Help me stress-test this decision before I commit.

What you are learning: Decision validation. Architectural decisions are expensive to reverse. By explicitly challenging your assumptions with AI, you catch problems before they become expensive rework. This is how senior engineers avoid regret.

Prompt 3: Design Integration Contracts

My voice agent needs to integrate with:
- LiveKit for browser WebRTC
- Twilio for phone SIP
- Gemini Live for screen sharing
- Task Manager API (from Part 6/7)

Help me design the integration interfaces:
1. How do different channels converge to the same agent logic?
2. How does the agent know which channel a request came from?
3. How do I handle channel-specific features (screen share only on browser)?
4. What data flows between components at each boundary?

I want clean boundaries that let me change any component independently.

What you are learning: Integration architecture.
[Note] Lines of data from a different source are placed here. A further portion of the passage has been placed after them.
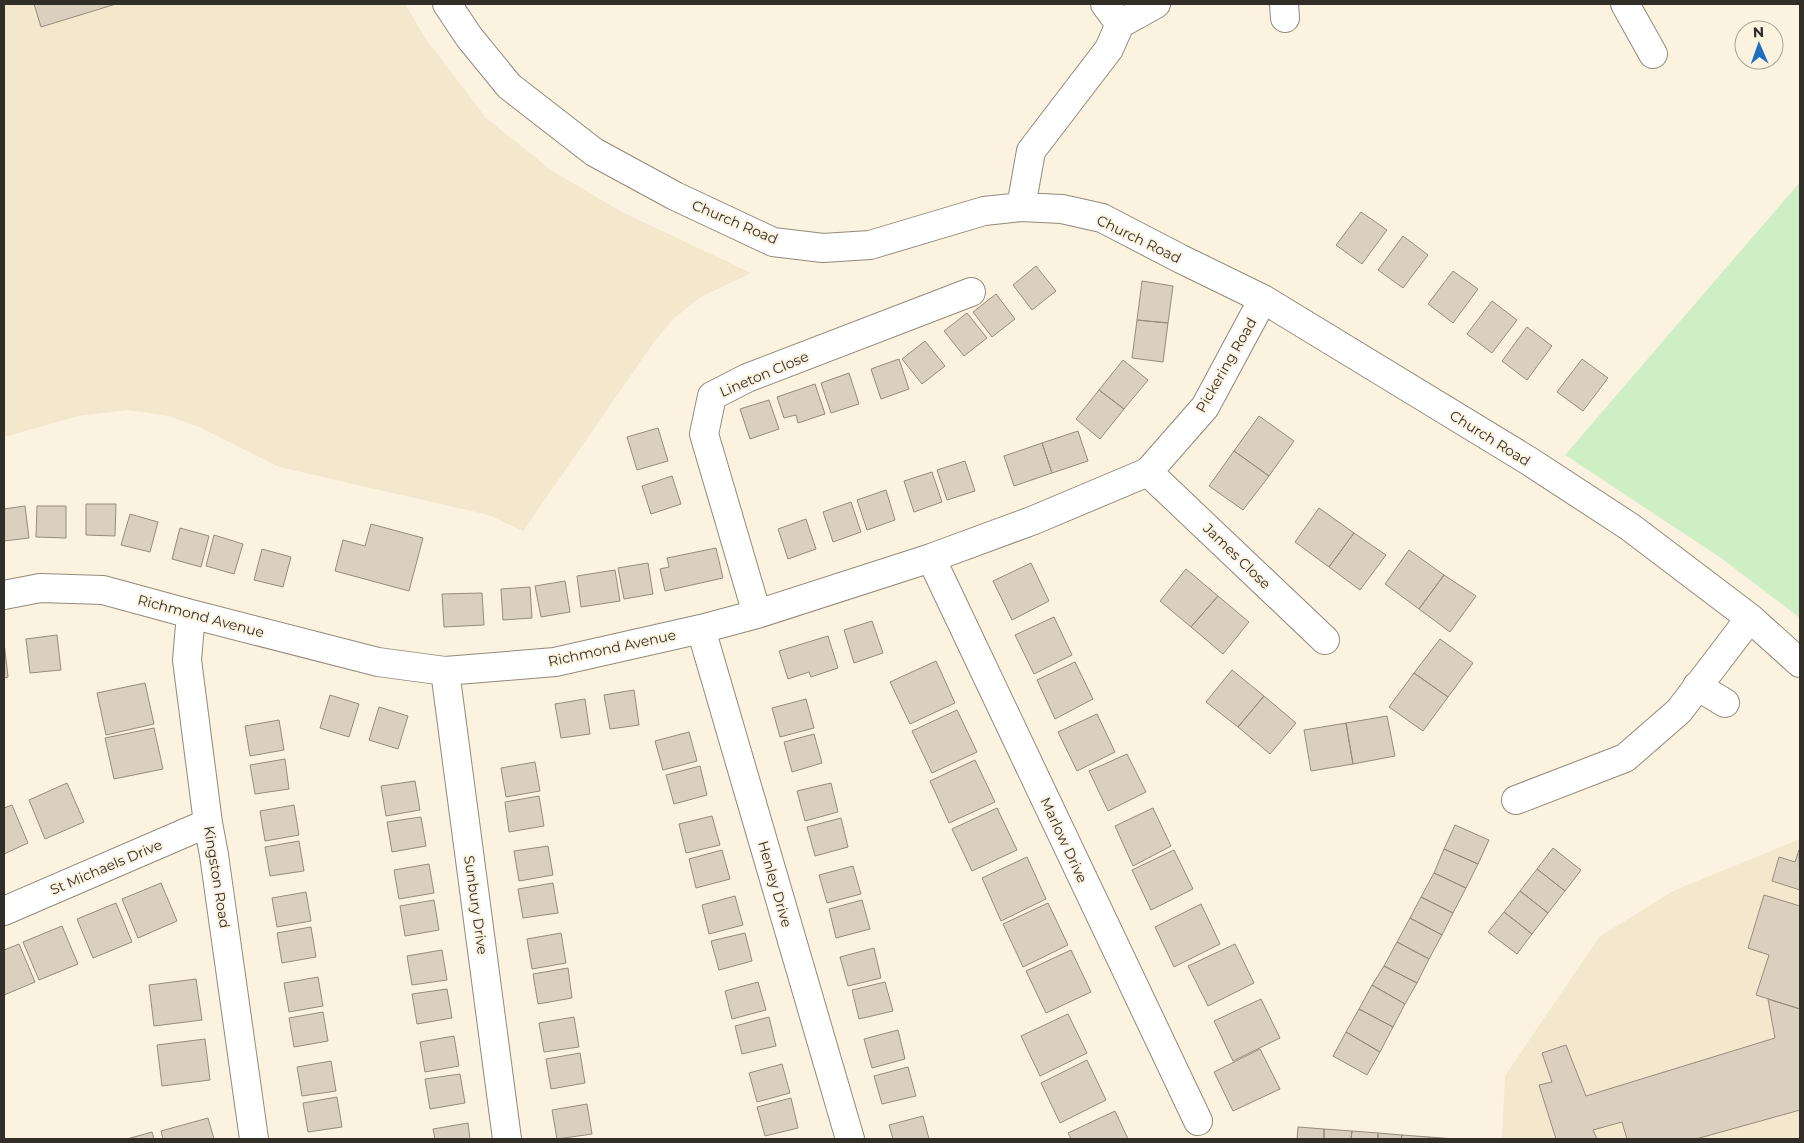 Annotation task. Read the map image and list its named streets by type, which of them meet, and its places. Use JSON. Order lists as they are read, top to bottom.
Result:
{
  "streets": {
    "street": [
      "Church Road",
      "Pickering Road",
      "Lineton Close",
      "James Close",
      "Richmond Avenue",
      "Marlow Drive",
      "St Michaels Drive",
      "Kingston Road",
      "Henley Drive",
      "Sunbury Drive"
    ]
  },
  "crossings": [
    ["Church Road", "Pickering Road"],
    ["Pickering Road", "James Close"],
    ["Pickering Road", "Richmond Avenue"],
    ["Lineton Close", "Richmond Avenue"],
    ["Richmond Avenue", "Marlow Drive"],
    ["Richmond Avenue", "Kingston Road"],
    ["Richmond Avenue", "Henley Drive"],
    ["Richmond Avenue", "Sunbury Drive"],
    ["St Michaels Drive", "Kingston Road"]
  ],
  "north": "top"
} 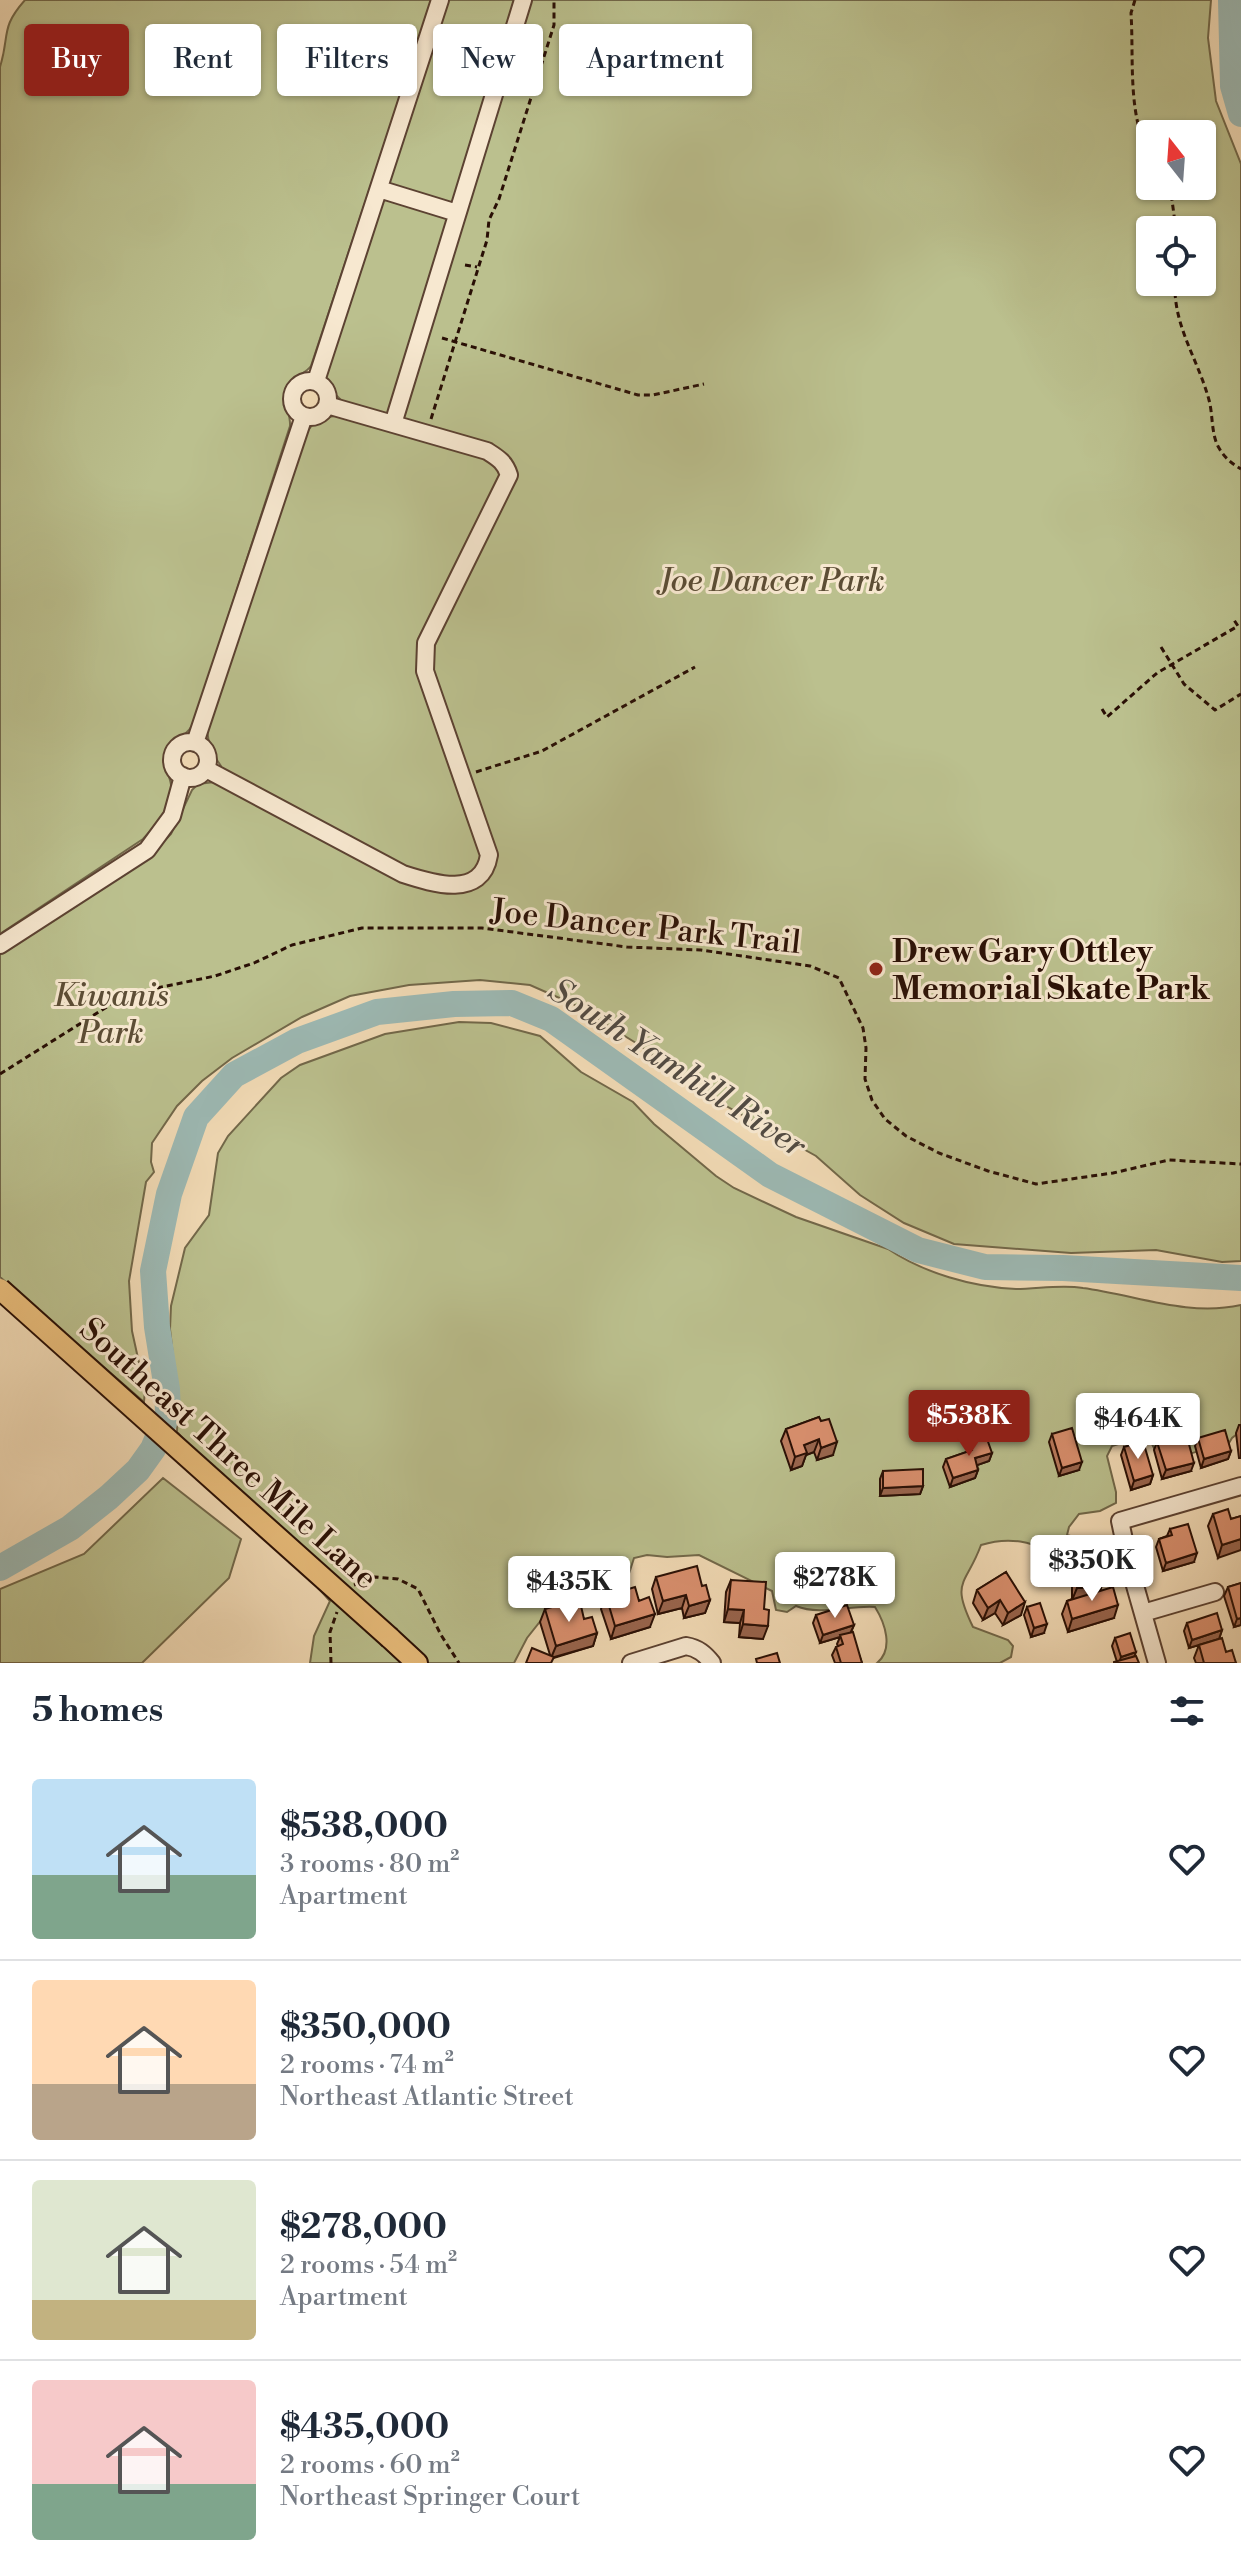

Clean interfaces between components enable independent evolution. This is how production systems stay maintainable. The boundaries you design now determine how painful changes are later.


Safety Note

Specification-driven development requires discipline:

  • Do not implement before specification is reviewed. Every hour spent implementing an incomplete spec is an hour potentially wasted.

  • Document non-goals explicitly. Scope creep kills projects. What you decide NOT to build is as important as what you build.

  • Cost estimates are estimates. Your $0.033/min could become $0.05/min with longer conversations. Build monitoring before you need it.

  • Latency budgets assume optimal conditions. Network variability, provider slowdowns, and edge cases will exceed your estimates. Design margin into your targets.

Your specification is not perfect. No specification is. But a good specification is explicit about its assumptions so you can validate them during implementation.